Proposed Topic (Most preferred): :
Clinical Safety and Quality Service I (Projects aiming to improve efficiency and effectiveness of care delivery to meet international standards)
Proposed Topic (Second preferred): :
HA Young Investigators Session (Projects to be presented by HA staff who had joined HA for 10 years or less)
Authors (including presenting author) :
Lam TT, Chung CFJ, Wan KS, Lo YT, Wong HK, Lui HT, Yeung CK
Affiliation :
Department of Medicine, Tseung Kwan O Hospital
Introduction :
The thrombolysis service is one of the major services provided by the stroke team at TKOH 24 hours a day, which requires stroke nurses to communicate with off-site neurologists during non-office hours.
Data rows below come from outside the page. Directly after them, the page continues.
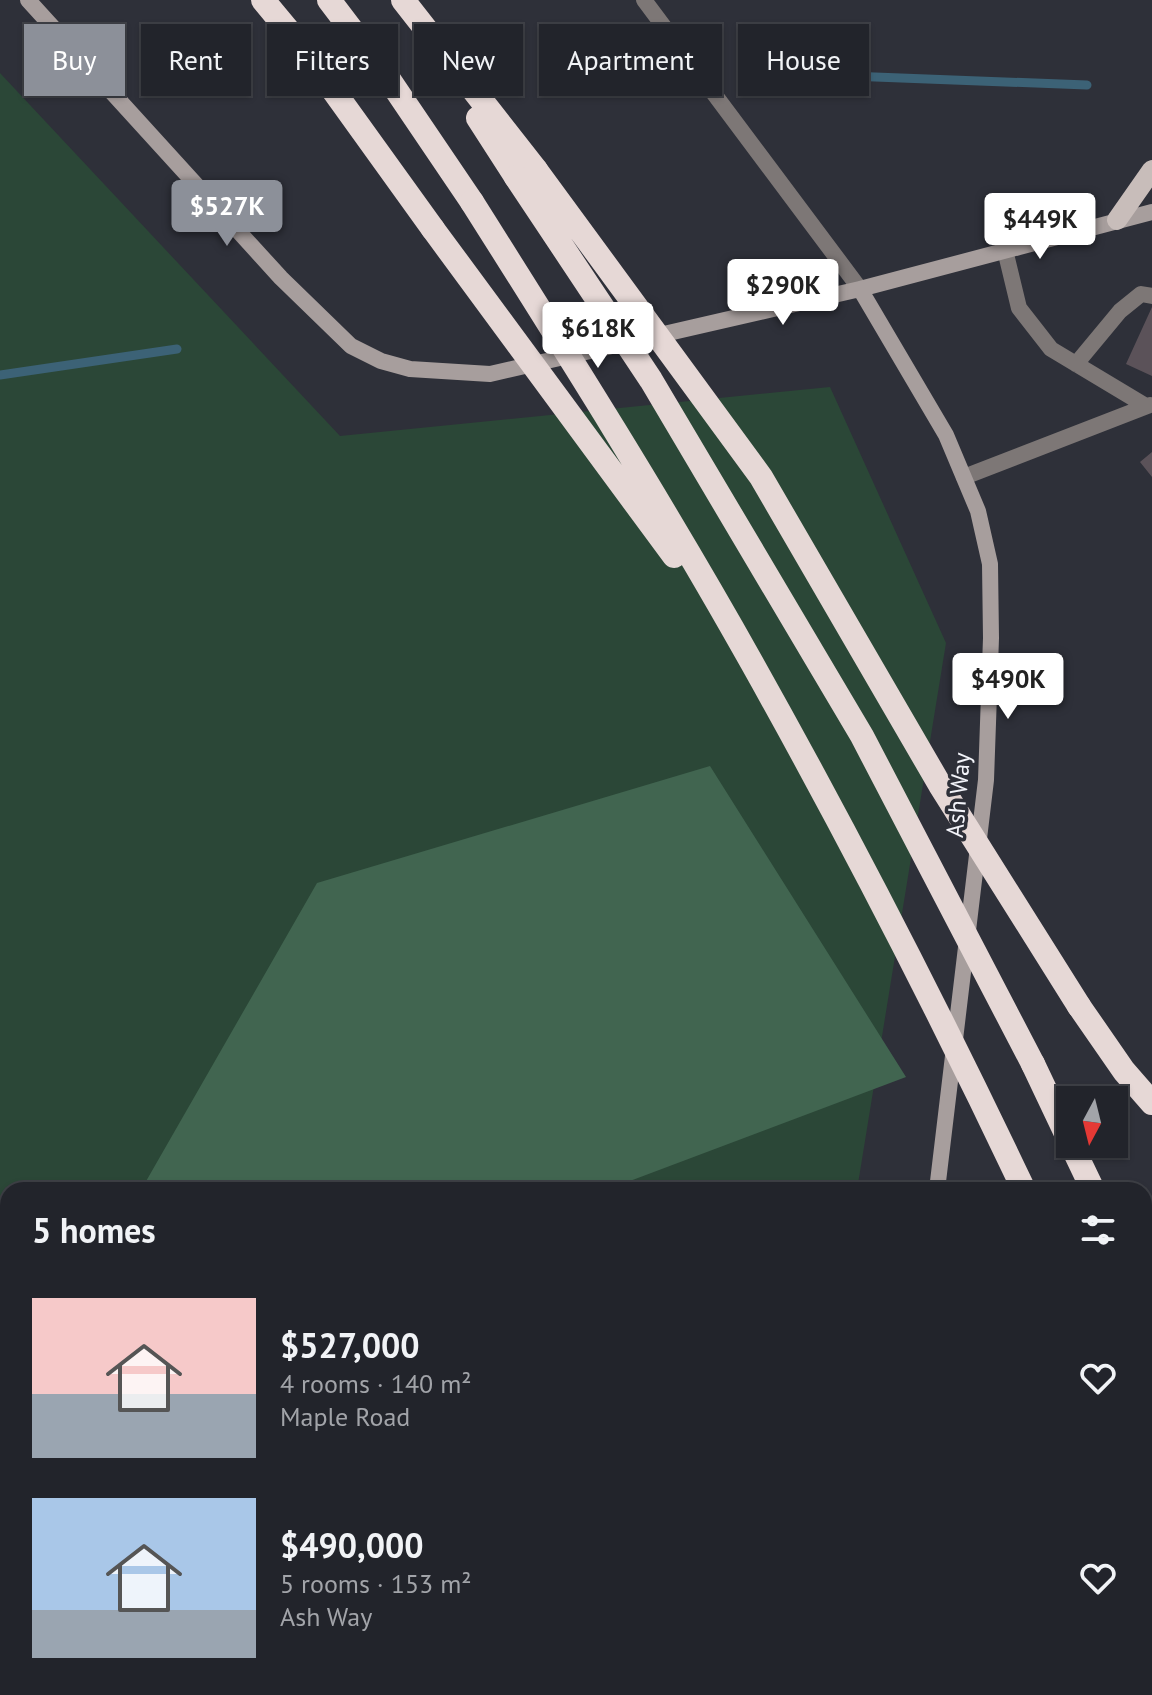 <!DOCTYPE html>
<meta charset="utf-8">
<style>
body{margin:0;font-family:"PT Sans",sans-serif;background:#2e3037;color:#f1f3f6;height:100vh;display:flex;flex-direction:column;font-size:30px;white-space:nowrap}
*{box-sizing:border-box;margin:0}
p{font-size:26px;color:#a2a4a9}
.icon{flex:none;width:44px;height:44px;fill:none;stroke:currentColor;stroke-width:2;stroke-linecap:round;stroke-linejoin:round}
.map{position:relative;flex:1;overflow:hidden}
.panel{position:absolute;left:0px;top:1182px;width:1152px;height:514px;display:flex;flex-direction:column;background:#22242b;border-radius:24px 24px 0 0;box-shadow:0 2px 6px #0004,0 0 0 2px #3f4147}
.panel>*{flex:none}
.guide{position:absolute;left:24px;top:24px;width:1104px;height:72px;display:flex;gap:16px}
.needle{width:52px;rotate:187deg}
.controls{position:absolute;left:1056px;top:1086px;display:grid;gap:16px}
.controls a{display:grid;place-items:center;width:72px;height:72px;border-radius:0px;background:#22242b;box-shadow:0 2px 6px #0004,0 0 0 2px #3f4147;font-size:40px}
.price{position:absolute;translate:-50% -68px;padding:0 18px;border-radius:8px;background:#fff;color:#222;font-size:26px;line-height:52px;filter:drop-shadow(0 2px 4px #0008)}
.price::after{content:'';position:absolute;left:50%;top:48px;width:24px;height:18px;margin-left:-12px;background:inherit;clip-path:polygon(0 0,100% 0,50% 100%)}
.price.active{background:#8c9099;color:#fff}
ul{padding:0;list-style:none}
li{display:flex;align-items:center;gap:24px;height:200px;padding:0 32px}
li span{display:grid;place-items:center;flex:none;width:224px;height:160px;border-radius:0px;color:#555}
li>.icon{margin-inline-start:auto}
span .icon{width:96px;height:96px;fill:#fffc;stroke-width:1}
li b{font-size:34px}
h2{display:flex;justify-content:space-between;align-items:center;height:96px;padding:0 32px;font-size:34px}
.pill{padding:0 28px;border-radius:0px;background:#22242b;box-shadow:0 2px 6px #0004,0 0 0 2px #3f4147;font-size:28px;line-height:72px}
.pill.active{background:#8c9099;color:#fff}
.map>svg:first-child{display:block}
.green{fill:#2b4737}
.forest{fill:#416550}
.water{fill:#3c6276}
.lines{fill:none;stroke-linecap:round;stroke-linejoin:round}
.stream{stroke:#3c6276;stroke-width:9}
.building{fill:#5b5259}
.lane{stroke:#7d7776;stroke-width:16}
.street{stroke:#7d7776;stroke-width:16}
.secondary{stroke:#a79e9d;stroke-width:16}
.primary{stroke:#c8bdba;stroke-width:20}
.highway{stroke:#e6d8d6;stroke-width:24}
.highway-bridge{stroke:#e6d8d6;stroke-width:24}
.labels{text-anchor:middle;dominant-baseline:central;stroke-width:7;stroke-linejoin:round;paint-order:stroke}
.street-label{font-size:24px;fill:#f3f4fa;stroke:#2e3039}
</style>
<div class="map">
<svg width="1152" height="1695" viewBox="0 0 1152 1695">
<rect width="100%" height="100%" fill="#2e3039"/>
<path class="green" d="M0 73 340 436 830 387 946 643 857 1190H8V1688H641L703 1695H0Z"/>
<path class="forest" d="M710 766 906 1077 606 1190H141L317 883Z
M8 1309V1688H406L405 1695H0V1315Z"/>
<path class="water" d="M938 1688H1040L1038 1695H937Z"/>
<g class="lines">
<path class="stream" d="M797 74 1087 85
M0 375 177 349"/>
</g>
<path class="building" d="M1152 307V376L1126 364Z
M1152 452V477L1140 462Z"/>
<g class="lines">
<path class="lane" d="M1005 250 1019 308 1051 349 1146 406
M1076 364 1120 311 1141 294 1152 296
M964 477 1150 405"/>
<path class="street" d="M644 0 860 289"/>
<path class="secondary" d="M28 0 281 278 351 346 381 361 410 369 490 374 860 289 1152 212
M860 289 946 435 978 511 990 564 991 638 986 780 937 1190
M878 1695 879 1688"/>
<path class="primary" d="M1117 220 1152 170"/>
<path class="highway" d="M263 0 302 47 433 229
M329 0 386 75 472 202
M403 0 536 170
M478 118 516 177
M1079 1006 1124 1071 1152 1103
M1033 1064 1070 1142
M1071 1144 1093 1190
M1144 1297 1152 1316
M1144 1456 1152 1476"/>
<path class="highway-bridge" d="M536 170 761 477 940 785 1079 1006
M516 177 651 380 862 736 1033 1064
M472 202C568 354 664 506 752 663 849 836 939 1011 1024 1190
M433 229 674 556"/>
</g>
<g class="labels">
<g class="street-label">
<text transform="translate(958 795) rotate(-85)">Ash Way</text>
</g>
</g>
</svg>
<div class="controls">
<a><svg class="needle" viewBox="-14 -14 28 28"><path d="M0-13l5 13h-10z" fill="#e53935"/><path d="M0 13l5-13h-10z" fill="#a2a4a9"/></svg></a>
</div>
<b class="price active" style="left:227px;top:248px">$527K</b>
<b class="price" style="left:1040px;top:261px">$449K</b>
<b class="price" style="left:783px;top:327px">$290K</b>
<b class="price" style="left:598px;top:370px">$618K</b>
<b class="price" style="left:1008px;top:721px">$490K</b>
<div class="guide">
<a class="pill active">Buy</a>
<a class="pill">Rent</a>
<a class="pill">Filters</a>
<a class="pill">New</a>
<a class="pill">Apartment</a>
<a class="pill">House</a>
</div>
<section class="panel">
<h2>5 homes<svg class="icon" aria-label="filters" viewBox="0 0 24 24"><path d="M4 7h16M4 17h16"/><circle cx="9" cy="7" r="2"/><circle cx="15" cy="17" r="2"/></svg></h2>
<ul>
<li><span style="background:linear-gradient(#f6c9c9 60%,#9aa5b1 0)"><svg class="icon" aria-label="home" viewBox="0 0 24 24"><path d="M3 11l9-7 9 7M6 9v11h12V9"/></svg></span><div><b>$527,000</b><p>4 rooms · 140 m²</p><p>Maple Road</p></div><svg class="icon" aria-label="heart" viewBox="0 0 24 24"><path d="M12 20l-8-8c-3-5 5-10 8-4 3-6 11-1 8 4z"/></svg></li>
<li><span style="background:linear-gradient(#a9c7e8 70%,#9aa5b1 0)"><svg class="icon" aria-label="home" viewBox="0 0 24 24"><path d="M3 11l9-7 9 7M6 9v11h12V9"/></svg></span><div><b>$490,000</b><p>5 rooms · 153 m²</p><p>Ash Way</p></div><svg class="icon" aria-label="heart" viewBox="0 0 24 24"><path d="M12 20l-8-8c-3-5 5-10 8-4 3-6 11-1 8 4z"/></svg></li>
</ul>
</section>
</div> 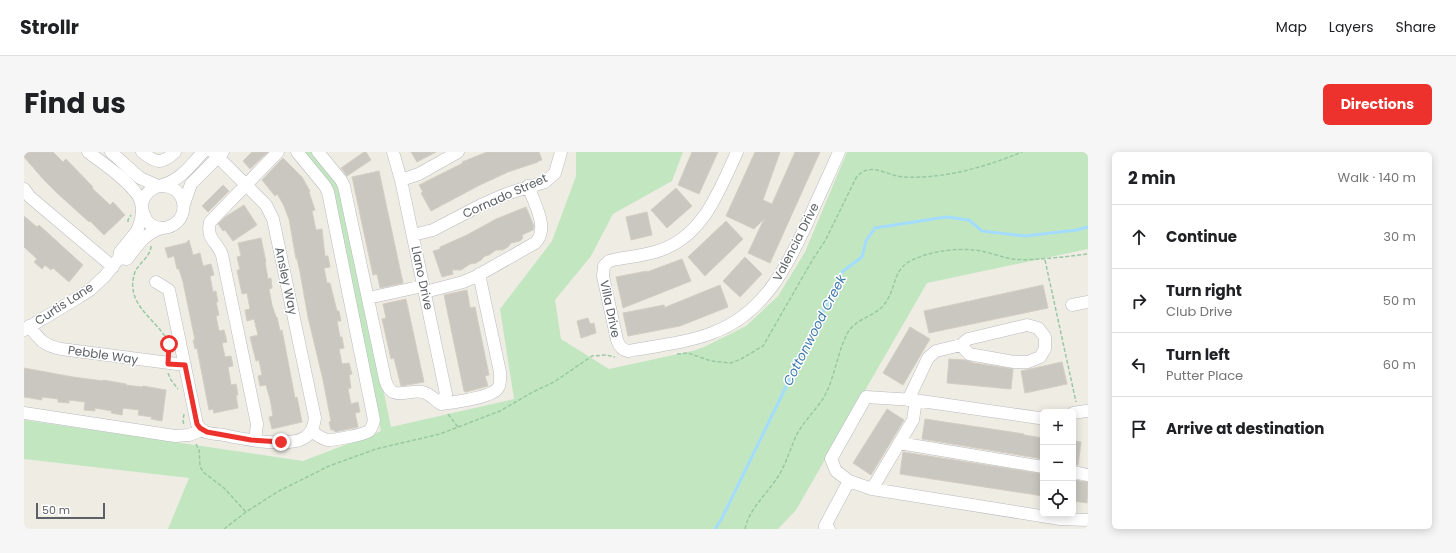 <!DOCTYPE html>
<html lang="en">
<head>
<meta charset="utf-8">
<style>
  body { margin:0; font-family:Poppins,sans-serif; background:#f6f6f6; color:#202124 }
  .controls { position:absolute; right:12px; bottom:12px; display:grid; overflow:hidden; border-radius:6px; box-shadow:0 2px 10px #0003 }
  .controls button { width:36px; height:36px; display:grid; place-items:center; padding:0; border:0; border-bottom:1px solid #e0e0e0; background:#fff; color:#202124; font:20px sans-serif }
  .scale { position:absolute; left:12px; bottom:10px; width:69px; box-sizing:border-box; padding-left:4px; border:2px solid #5c6165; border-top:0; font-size:11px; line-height:14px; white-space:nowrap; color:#5c6165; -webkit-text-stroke:3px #fff; paint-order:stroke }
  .stop { position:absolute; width:12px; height:12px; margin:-9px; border:3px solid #ed312c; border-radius:50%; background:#fff }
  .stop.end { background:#ed312c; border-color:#fff; box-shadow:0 1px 4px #0008 }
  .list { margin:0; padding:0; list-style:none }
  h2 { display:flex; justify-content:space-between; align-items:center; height:52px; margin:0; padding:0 16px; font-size:17px }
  h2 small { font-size:13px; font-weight:400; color:#757577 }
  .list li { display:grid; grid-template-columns:26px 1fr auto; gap:12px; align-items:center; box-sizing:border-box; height:64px; padding:0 16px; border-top:1px solid #e0e0e0 }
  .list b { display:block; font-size:15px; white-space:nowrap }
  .list p { margin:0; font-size:13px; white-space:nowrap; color:#757577 }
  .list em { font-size:13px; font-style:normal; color:#757577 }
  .icon { flex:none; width:22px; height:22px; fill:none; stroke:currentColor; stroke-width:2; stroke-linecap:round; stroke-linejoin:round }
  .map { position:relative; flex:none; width:1064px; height:377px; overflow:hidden; border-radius:6px }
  header { display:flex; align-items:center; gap:24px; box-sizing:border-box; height:56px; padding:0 20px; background:#fff; border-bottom:1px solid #e0e0e0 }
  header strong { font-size:19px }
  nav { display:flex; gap:22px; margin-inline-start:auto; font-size:14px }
  .intro { display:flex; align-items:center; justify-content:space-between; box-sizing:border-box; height:96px; padding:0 24px }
  h1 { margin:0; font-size:28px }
  .button { padding:10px 18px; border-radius:6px; background:#ed312c; color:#fff; font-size:14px; font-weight:700 }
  main { display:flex; gap:24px; padding:0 24px }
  aside { flex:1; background:#fff; border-radius:6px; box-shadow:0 2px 10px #0003 }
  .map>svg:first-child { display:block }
  .green { fill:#c2e7c0 }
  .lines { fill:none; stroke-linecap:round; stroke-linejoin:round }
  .stream { stroke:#a4dcff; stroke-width:3 }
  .building { fill:#cac7c1; stroke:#d4cdc2 }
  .minor-casing { stroke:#b7babe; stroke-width:13 }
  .path { stroke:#99c8a4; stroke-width:1.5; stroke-dasharray:4 2; stroke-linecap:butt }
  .minor { stroke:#fff; stroke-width:12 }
  .route { stroke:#ed312c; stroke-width:5 }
  .labels { text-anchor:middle; stroke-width:3; stroke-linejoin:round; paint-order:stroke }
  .street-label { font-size:12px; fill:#5c6165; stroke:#fff }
  .water-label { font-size:13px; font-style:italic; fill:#3c78ab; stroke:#fff }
</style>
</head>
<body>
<header>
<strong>Strollr</strong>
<nav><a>Map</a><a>Layers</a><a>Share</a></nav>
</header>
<div class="intro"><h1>Find us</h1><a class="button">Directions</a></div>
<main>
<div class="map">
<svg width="1064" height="377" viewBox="0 0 1064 377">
  <rect width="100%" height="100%" fill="#efece4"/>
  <path class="green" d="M276,0H290L317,33L367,275L490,247L476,157L528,89L552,24V0H659L648,29L589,62L567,104L531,148L537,187L585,217L668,199L680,195L722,174L754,144L781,100L823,0H1064V97L903,131L772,358L754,377H144L165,326L0,307V268L279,309L357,279L306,37Z"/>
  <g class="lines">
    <path class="stream" d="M691,377L698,366L818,120L838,105L842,89L851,76L922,65L945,68L958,79L1001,84L1053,78L1064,75"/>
  </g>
  <path class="building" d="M0,0H29L39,10L42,7L69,35L68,36L86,53L89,50L101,63L80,83L66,69L65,70L33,41L20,28L0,5Z
    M228,0H244L226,17L219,9Z
    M340,0H342L347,8L323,24L317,16Z
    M387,0H412L393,10Z
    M463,0H515L518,8L514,9V10L484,20L454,34L407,59L397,41L399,40L395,33L439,11L438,10Z
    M668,0H694L675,42L654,33Z
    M731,0H756L739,48L748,52L771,0H796L746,111L724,101L740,67L730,77L702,64Z
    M259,6L278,25L286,39L285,40L291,58L288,59L292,78L298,77L301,104H304L306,115L300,116L303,131H306L313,159H315L317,169H313L316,185H318L320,196L315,197L318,212L325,211L328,222L325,223L327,236L324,237L327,252L334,250L336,260L331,261L334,275L311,280L310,278H307L305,270L307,269L299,228L284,165L276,120L273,107H272L265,67L259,52L253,42L251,44L238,28Z
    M355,19L379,131L356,136L353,122L349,123L328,25Z
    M199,33L205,39L184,60L178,54Z
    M652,36L668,54L643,76L627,58Z
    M220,53L233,73L209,89L201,78L199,79L194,72L201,65Z
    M502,55L510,74L509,78L498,83L499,86L496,89L487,91L484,95L479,98H472L465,103L461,104L457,108L452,111L446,112L437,118H428L429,122L418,125L409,99L416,97V95L443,83L472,67Z
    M623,60L628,83L607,88L602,65Z
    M0,64L13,75L15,73L59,113L45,130L29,116L27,118L21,113L18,117L10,110L13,107L0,95Z
    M702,69L719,87L711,95L710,94L711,95L681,124L664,105Z
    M237,86L242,110H241L244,127L247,126L248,136L245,137L248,153L252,165H253L256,179L258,178L271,246L273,245L278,270L248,277L245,265L249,264L246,247L242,233L236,234L234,224L238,223L235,208L232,209L226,185L234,183L230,167L223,169L221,158L226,157L223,141L218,142L213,118H216L213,105L217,104L214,91Z
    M165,88L169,103L176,101L179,114L187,112L190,123L186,124L189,140L192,139L194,150H192L195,163L192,164L195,179L200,178L203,190L198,191L201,205L207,204L209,214L204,215L207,233L212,232L214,243H212L214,256L190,261L189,257L185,258L173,196L171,197L169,188H171L159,130L155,117H153L150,104L144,106L141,96L162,91Z
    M721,105L738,122L716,145L699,129Z
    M658,107L667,129L599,156L592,125L623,119V120Z
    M696,133L704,155L656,174L604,184L599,161L640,153L641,156L642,155Z
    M1019,133L1024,156L905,181L900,159Z
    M443,138L446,156L451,155L465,223L461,224L464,234L442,240L440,239L420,143Z
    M382,147L400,230L377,234L370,206L367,207L358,167L362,166L359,152Z
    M564,166L566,172L570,171L572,181L557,186L553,169Z
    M886,175L906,187L879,233L859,221Z
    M925,207L941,208L950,211L989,217L987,237L923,231Z
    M1038,210L1043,232L1001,241L997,219Z
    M0,216L49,225L79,229V228L102,232V233L118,235L119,234L142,238L138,269L127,267L128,265L114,263L115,258L99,256L98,263L87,261L88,259L71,256V259L60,258L61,250L45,248V251L34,250V247L18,245V248L0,245Z
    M863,257L880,268L847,323L829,311Z
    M901,267L1000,282V283L1019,286V307L898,287Z
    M1049,289L1057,290L1054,313H1049Z
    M879,300L1019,322V344L876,322Z
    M1049,328L1064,330L1063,351L1049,349Z"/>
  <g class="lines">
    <g class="minor-casing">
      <path id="minor" d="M64,0C80,12 101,26 113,42C120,51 116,64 126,72C133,77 142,77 149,73C154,70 158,65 159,59C164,32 125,23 118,52
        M87,0L116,26L134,34
        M118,0C132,11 137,13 151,0
        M273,0L301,34L304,40L350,268C349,272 348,276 345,279C339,283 311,288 304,288C298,287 293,283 287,279
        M294,0L317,28L320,34L361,227C367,251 383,237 398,240C405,241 411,248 417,252C430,250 467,246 474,236C477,232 476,226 476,220L455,122
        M369,0L377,28L422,242L417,252
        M713,0C695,39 679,85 634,99C619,104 603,105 589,108L585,109L580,114L579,124L593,188C595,194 598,198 604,199C632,194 662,191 688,181C740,162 762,116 784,69C794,46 805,23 815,0
        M377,28L395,22L434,0
        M138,33C157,28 167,13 179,0
        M0,37L6,45L89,115
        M160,52L167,32L199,0
        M389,83L409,78L457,53L482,42L521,30L531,21L537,0
        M95,106L103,107C114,93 120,82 137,76
        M132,130L145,138L173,272C175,275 176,277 179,279C185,282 194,282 200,283C219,287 262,296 280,286C287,282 290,274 291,266L249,67L242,53L189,0
        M401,140L439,130L451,125L511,91C526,77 510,51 504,34
        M344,146L399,134
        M1048,153L1064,150
        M5,174C16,188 19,193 37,197L161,213
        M0,178L55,145L66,138L81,124L95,106L96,100L113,79L117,68L118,58
        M884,248L904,206L912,199L937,193L944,187L1003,173L1014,176L1021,185V197L1016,205L1004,210H990L945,202L937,193
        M0,261L151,284L165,283L179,278
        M1049,261L1062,259
        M231,288L233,272L198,103C193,89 182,88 186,70L254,0
        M875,291L1019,315
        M1049,320L1064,323
        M825,329L848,337L1036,367L1064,368
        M848,337L889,268L892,248
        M805,377L801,374L825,329L812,319L807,307L842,245L890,248L1015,266L1019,265"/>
    </g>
    <path class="path" d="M104,70V68L107,63
      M127,94C127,104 115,111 111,120C100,152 131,166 144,189
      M1021,108L1052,250
      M653,202L664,201L687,209L707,211L717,207L739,194L789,107L801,89L832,26C846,8 862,24 880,25C921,27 961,15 998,0
      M144,221L147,228L154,237
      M160,262L159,268L160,274
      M424,262L434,275
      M172,292L175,298L176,314L179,320L200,336L222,360
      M200,377L222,360L253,340L305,314L352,297L416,282L476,259L509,240L530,230L568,204L582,203L591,205
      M721,377C725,357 742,343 753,326C762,313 766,297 773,282C780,269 792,258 800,245C811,225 813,201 824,180C832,167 848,165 858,155C875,137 865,116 893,106C910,99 932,96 950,98C963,99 976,105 989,107C1006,109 1023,106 1040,105C1048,104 1056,103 1064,102"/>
    <use href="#minor" class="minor"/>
  </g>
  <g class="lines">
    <path class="route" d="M145,192L144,212L161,213L173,272L176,276L183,280L227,288L257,290"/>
  </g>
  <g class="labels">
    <g class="street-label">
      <text transform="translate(481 44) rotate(-24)" y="4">Cornado Street</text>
      <text transform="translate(772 90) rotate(-63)" y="4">Valencia Drive</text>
      <text transform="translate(398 126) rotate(78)" y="4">Llano Drive</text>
      <text transform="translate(262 129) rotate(78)" y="4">Ansley Way</text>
      <text transform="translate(40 152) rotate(-33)" y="4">Curtis Lane</text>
      <text transform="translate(586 157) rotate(78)" y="4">Villa Drive</text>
      <text transform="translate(79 203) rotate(8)" y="4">Pebble Way</text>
    </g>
    <g class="water-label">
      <text transform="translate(790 178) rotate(-63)" y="5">Cottonwood Creek</text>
    </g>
  </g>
</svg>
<div class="controls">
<button>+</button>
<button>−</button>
<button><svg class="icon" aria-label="locate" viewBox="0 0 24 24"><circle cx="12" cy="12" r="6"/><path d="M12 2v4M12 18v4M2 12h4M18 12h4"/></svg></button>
</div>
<div class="scale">50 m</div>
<div class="stop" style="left:145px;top:192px"></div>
<div class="stop end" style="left:257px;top:290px"></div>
</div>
<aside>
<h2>2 min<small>Walk · 140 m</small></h2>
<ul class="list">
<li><svg class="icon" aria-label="ahead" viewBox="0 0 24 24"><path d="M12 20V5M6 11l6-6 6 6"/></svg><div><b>Continue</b></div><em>30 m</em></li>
<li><svg class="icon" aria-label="right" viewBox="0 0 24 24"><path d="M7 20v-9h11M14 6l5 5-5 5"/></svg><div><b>Turn right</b><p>Club Drive</p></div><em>50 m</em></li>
<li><svg class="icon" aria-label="left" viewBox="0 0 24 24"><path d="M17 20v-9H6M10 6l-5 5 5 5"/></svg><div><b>Turn left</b><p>Putter Place</p></div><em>60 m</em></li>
<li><svg class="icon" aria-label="arrive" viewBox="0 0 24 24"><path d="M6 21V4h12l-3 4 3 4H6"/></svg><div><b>Arrive at destination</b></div></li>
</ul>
</aside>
</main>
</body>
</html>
Traditionally, stroke nurses completed paper forms on-site, and the clients' current situation and history were solely reported to off-site neurologists by phone. However, errors or misperceptions could occur during verbal communication, affecting the neurologists' decision on patients’ eligibility for the service. Therefore, a web-based system was developed to enhance communication between stroke nurses and neurologists, increase accuracy, and reduce clerical workload.
Objectives :
This project aims to achieve several objectives. Firstly, it targets to enhance communication between stroke nurses and neurologists. Secondly, it designs to improve the accreditation and accuracy of the thrombolysis service system. Thirdly, it helps to reduce repeated clerical workload at both frontline and management level.
Methodology :
Paper assessment forms and relevant materials were transformed and embedded in a web-based system. The entire electronic assessment form can be emailed to off-site neurologists in addition to verbal reporting by phone. Neurologists' digital footprint was allowed as they replied via email to improve accreditation and confirm patients’ eligibility. The system enhances accuracy through auto-calculations and reduces hand-writing errors. Patient’s data is automatically stored in the system on a monthly basis, enabling easy retrieval and integration into spreadsheets for statistical analysis. A parallel pilot was conducted for a month before full implementation to ensure a smooth transition from paper to an electronic system.
Result & Outcome :
The web-based system was fully implemented in the TKOH stroke team to facilitate thrombolysis services, including IV rTPA and CTA/CTP coupling services for IA mechanical thrombectomy. Positive feedback was received from nurses and neurologists, noting improvements in communication and accuracy. The patient journey in the thrombolysis service is completed through the digital footprint of neurologists. Efficient data storage and retrieval were achieved by eliminating the approximately 15 minutes per patient required for repeated manual data entry and through automated data integration. Ongoing enhancements are being made to include key performance index features in the system for more timely monitoring of service performance. Collaboration with the UCH stroke team is also in progress to align the thrombolysis service documentation within the cluster.